(Records drawn from a dataset)
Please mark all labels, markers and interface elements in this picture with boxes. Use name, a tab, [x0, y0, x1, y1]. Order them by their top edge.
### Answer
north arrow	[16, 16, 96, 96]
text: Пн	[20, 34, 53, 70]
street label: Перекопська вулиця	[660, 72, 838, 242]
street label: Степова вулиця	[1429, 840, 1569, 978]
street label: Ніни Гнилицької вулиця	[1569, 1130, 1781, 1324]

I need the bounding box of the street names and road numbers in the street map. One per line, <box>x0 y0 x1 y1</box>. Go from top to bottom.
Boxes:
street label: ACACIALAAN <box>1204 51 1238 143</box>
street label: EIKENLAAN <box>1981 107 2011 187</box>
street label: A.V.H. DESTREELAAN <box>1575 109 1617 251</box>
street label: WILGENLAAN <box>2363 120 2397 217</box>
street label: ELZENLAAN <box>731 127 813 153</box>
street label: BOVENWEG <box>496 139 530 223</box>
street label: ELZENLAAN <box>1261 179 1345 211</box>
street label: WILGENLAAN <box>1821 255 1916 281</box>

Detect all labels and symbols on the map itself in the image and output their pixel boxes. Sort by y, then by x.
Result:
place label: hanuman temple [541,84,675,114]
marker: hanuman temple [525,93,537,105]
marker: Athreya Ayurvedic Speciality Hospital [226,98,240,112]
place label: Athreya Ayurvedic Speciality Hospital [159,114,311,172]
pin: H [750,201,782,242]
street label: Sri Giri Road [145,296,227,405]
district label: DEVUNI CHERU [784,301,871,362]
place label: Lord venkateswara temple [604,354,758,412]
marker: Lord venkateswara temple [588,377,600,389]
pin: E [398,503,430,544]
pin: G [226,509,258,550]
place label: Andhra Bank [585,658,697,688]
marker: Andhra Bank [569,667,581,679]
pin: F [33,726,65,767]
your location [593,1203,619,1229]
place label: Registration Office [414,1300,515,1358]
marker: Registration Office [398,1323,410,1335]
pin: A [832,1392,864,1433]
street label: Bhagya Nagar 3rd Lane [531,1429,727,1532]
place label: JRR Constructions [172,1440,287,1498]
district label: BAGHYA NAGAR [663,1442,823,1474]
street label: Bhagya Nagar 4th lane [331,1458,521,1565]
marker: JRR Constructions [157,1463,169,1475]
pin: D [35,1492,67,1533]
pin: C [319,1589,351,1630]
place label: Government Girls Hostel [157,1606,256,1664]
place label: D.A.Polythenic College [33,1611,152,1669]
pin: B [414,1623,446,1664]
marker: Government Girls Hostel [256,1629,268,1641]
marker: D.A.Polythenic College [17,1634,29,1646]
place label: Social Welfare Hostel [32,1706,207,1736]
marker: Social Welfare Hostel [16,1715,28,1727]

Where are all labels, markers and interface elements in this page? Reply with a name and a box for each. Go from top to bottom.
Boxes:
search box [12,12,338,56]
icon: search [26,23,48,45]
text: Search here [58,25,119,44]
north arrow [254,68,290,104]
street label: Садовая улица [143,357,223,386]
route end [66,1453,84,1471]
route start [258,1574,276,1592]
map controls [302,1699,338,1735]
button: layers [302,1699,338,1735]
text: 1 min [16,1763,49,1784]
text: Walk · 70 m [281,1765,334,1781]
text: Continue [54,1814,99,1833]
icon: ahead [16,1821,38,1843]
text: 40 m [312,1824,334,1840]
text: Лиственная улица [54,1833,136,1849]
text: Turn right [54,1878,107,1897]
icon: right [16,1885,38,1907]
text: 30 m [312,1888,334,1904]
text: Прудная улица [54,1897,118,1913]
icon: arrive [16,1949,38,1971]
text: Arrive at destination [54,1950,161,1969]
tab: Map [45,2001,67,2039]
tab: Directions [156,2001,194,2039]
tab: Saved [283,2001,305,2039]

### Description of the task
Counting every line that holds the string "with", give the total for the data above and nothing else.

### Answer section
2